NLLB-200 refers to a range of open-source pre-trained machine translation models. They can be used via FairSeq or Hugging Face Transformers. Recently, CTranslate2 has introduced inference support for some Transformers models, including NLLB. This tutorial aims at providing ready-to-use models in the CTranslate2 format, and code examples for using these NLLB models in CTranslate2 along with SentencePiece tokenization.
import ctranslate2
import sentencepiece as spm
# [Modify] Set paths to the CTranslate2 and SentencePiece models
ct_model_path = "nllb-200-3.3B-int8"
sp_model_path = "flores200_sacrebleu_tokenizer_spm.model"
device = "cuda" # or "cpu"
# Load the source SentecePiece model
sp = spm.SentencePieceProcessor()
sp.load(sp_model_path)
translator = ctranslate2.Translator(ct_model_path, device)
Translate a list of sentences
source_sents = ["Ntabwo ntekereza ko iyi modoka ishaje izagera hejuru yumusozi.",
"Kanda iyi buto hanyuma umuryango ukingure",
"Ngendahimana yashakaga ikaramu"
]
# Source and target langauge codes
src_lang = "kin_Latn"
tgt_lang = "eng_Latn"
beam_size = 4
source_sentences = [sent.strip() for sent in source_sentences]

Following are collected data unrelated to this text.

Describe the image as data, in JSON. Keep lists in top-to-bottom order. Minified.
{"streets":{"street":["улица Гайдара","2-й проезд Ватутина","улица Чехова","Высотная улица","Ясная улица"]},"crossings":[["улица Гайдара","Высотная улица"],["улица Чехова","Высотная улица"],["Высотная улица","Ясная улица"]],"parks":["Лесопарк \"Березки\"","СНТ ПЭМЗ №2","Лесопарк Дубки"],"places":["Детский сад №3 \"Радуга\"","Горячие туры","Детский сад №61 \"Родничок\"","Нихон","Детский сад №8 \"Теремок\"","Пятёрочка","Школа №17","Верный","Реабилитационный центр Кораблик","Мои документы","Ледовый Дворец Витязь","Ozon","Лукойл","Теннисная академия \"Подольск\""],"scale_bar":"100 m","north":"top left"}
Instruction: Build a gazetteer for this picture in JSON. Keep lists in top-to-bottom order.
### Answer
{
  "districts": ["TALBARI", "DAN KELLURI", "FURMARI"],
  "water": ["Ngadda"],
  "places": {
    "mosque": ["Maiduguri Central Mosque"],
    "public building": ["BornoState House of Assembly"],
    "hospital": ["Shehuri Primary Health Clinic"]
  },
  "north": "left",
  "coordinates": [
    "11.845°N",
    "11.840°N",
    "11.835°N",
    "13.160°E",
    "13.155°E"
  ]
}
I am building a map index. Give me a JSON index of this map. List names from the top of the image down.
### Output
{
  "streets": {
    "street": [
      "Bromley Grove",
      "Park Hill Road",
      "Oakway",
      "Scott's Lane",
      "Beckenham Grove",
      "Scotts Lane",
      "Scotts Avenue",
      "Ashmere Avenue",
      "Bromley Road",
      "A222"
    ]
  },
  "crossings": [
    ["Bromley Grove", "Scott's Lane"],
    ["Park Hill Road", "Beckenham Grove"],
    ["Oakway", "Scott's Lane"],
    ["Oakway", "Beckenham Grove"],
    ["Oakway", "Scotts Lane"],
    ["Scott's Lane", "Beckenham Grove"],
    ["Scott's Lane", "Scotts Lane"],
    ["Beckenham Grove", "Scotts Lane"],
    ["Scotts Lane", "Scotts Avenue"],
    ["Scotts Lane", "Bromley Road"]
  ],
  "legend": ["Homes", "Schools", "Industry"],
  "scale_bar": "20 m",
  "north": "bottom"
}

target_prefix = [[tgt_lang]] * len(source_sentences)
# Subword the source sentences
source_sents_subworded = sp.encode_as_pieces(source_sentences)
source_sents_subworded = [[src_lang] + sent + ["</s>"] for sent in source_sents_subworded]
print("First subworded source sentence:", source_sents_subworded[0], sep="\n")
# Translate the source sentences
translator = ctranslate2.Translator(ct_model_path, device=device)
translations_subworded = translator.translate_batch(source_sents_subworded, batch_type="tokens", max_batch_size=2024, beam_size=beam_size, target_prefix=target_prefix)
translations_subworded = [translation.hypotheses[0] for translation in translations_subworded]
for translation in translations_subworded:
if tgt_lang in translation:
translation.remove(tgt_lang)
# Desubword the target sentences
translations = sp.decode(translations_subworded)
print("First sentence and translation:", source_sentences[0], translations[0], sep="\n• ")
Output:
Translations:
• I don’t think this old car will make it to the top of the hill.
• Click this button and the door will open.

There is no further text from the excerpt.